### WORK REQUIRED
Repeat the listing that follows exactly, please.

== == ==

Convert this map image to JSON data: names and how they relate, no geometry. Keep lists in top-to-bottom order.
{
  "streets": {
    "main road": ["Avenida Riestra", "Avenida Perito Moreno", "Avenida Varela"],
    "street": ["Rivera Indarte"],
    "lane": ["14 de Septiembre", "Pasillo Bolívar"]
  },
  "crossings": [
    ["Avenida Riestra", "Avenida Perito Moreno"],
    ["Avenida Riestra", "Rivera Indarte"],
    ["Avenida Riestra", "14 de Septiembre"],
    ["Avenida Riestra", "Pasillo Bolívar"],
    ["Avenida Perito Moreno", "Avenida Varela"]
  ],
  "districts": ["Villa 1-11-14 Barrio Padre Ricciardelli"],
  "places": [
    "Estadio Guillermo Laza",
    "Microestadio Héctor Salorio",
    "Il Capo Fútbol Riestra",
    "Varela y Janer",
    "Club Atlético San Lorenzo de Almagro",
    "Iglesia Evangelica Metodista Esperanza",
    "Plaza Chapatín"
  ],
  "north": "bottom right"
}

== == ==

### RESULT FOR THIS EXERCISE
Convert this map image to JSON data: names and how they relate, no geometry. Keep lists in top-to-bottom order.
{
  "streets": {
    "main road": ["Avenida Riestra", "Avenida Perito Moreno", "Avenida Varela"],
    "street": ["Rivera Indarte"],
    "lane": ["14 de Septiembre", "Pasillo Bolívar"]
  },
  "crossings": [
    ["Avenida Riestra", "Avenida Perito Moreno"],
    ["Avenida Riestra", "Rivera Indarte"],
    ["Avenida Riestra", "14 de Septiembre"],
    ["Avenida Riestra", "Pasillo Bolívar"],
    ["Avenida Perito Moreno", "Avenida Varela"]
  ],
  "districts": ["Villa 1-11-14 Barrio Padre Ricciardelli"],
  "places": [
    "Estadio Guillermo Laza",
    "Microestadio Héctor Salorio",
    "Il Capo Fútbol Riestra",
    "Varela y Janer",
    "Club Atlético San Lorenzo de Almagro",
    "Iglesia Evangelica Metodista Esperanza",
    "Plaza Chapatín"
  ],
  "north": "bottom right"
}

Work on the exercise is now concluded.